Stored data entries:

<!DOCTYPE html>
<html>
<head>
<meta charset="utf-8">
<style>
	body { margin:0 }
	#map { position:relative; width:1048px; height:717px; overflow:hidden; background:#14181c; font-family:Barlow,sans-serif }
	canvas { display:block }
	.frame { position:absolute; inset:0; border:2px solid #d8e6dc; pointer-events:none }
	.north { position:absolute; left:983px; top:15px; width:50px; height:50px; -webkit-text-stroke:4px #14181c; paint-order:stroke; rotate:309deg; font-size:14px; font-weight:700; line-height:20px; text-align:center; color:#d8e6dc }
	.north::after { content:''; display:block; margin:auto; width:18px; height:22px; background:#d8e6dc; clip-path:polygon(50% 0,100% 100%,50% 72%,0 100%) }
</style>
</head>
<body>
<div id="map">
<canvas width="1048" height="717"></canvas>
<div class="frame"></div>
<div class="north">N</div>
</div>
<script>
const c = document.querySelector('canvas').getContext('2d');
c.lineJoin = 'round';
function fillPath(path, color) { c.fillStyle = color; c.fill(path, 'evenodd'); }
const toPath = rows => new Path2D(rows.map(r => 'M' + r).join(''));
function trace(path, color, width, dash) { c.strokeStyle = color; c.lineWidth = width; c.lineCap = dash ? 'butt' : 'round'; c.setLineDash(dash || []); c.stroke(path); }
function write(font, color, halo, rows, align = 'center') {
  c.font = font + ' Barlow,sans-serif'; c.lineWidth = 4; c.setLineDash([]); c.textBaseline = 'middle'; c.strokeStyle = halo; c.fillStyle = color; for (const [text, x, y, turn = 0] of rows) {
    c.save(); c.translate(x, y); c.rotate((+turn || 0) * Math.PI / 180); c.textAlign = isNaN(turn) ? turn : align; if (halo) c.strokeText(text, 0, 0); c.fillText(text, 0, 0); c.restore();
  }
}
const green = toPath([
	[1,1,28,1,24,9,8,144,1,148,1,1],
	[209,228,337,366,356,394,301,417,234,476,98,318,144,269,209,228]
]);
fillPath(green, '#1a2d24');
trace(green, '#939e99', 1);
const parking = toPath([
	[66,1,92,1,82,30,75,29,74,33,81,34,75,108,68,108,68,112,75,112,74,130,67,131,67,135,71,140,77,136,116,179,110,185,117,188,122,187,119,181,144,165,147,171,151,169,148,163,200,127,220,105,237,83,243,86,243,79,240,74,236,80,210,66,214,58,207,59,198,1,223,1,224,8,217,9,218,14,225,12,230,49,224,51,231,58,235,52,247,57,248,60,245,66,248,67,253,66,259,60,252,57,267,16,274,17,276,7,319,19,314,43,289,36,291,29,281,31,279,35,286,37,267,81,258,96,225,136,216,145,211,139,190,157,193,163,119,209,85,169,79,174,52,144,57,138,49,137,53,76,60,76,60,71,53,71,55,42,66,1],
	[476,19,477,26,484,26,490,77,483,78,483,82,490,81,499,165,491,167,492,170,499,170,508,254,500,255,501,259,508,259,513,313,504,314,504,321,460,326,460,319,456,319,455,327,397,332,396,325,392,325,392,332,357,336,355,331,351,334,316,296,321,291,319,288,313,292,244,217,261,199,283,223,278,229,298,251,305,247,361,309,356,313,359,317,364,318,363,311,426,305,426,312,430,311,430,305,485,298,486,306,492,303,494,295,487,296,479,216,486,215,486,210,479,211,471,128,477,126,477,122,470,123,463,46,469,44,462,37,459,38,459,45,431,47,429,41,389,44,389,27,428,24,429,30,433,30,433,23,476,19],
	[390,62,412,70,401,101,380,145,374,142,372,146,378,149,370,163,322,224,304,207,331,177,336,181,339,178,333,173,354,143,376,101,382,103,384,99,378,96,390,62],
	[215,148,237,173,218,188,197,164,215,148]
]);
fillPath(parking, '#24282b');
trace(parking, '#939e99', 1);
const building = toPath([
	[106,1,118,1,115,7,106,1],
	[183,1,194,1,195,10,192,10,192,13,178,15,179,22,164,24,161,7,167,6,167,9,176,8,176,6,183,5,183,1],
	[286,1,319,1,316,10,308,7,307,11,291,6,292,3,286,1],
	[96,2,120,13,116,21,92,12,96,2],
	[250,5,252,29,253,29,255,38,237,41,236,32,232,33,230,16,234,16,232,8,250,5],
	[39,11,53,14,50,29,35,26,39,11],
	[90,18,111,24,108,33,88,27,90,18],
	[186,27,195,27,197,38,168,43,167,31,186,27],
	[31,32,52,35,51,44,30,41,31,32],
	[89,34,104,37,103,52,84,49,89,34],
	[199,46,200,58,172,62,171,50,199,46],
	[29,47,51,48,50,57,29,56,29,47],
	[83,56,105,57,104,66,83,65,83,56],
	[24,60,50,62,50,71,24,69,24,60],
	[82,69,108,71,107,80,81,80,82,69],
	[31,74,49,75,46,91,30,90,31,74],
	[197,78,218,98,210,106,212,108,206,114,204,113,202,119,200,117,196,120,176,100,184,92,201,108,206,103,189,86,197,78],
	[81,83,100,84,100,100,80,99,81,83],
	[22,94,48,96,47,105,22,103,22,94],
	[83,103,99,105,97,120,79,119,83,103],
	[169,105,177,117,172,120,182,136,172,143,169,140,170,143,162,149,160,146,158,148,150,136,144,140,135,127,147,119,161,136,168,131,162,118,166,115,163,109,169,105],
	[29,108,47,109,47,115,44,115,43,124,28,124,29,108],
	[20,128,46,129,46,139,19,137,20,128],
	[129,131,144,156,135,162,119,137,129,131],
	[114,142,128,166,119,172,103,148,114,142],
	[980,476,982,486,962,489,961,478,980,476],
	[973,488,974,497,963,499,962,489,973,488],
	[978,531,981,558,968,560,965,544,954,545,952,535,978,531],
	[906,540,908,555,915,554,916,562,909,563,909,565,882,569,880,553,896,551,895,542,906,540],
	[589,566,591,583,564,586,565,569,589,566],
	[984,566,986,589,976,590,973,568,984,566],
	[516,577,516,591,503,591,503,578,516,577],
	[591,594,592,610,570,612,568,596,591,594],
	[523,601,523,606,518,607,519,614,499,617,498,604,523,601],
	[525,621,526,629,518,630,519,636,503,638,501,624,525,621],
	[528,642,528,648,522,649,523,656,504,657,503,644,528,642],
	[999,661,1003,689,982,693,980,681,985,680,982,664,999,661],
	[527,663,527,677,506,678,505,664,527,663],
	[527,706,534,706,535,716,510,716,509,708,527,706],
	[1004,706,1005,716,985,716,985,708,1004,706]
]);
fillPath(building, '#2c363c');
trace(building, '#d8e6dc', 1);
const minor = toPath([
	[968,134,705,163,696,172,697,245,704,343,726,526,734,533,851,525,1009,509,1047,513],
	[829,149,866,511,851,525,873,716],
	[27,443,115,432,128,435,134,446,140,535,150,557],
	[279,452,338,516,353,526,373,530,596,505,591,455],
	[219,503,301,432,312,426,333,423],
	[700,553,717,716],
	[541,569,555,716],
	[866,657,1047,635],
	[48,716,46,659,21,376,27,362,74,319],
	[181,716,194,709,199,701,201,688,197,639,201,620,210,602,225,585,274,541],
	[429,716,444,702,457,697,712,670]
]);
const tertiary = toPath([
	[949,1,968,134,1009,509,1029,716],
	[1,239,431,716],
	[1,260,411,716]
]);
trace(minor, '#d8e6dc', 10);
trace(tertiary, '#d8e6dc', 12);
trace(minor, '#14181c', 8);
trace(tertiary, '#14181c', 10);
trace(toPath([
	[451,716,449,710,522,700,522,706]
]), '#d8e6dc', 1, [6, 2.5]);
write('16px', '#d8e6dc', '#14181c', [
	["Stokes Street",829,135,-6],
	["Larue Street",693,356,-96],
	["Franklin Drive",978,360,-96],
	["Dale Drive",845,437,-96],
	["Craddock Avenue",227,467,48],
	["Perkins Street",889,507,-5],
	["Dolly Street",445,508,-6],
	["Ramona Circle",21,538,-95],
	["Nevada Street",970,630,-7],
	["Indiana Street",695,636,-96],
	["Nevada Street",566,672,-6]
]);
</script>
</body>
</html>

▸ **What you will do**
If the word "rows" appears in a line above, copy that line.

▸ **The answer**
const toPath = rows => new Path2D(rows.map(r => 'M' + r).join(''));
function write(font, color, halo, rows, align = 'center') {
  c.font = font + ' Barlow,sans-serif'; c.lineWidth = 4; c.setLineDash([]); c.textBaseline = 'middle'; c.strokeStyle = halo; c.fillStyle = color; for (const [text, x, y, turn = 0] of rows) {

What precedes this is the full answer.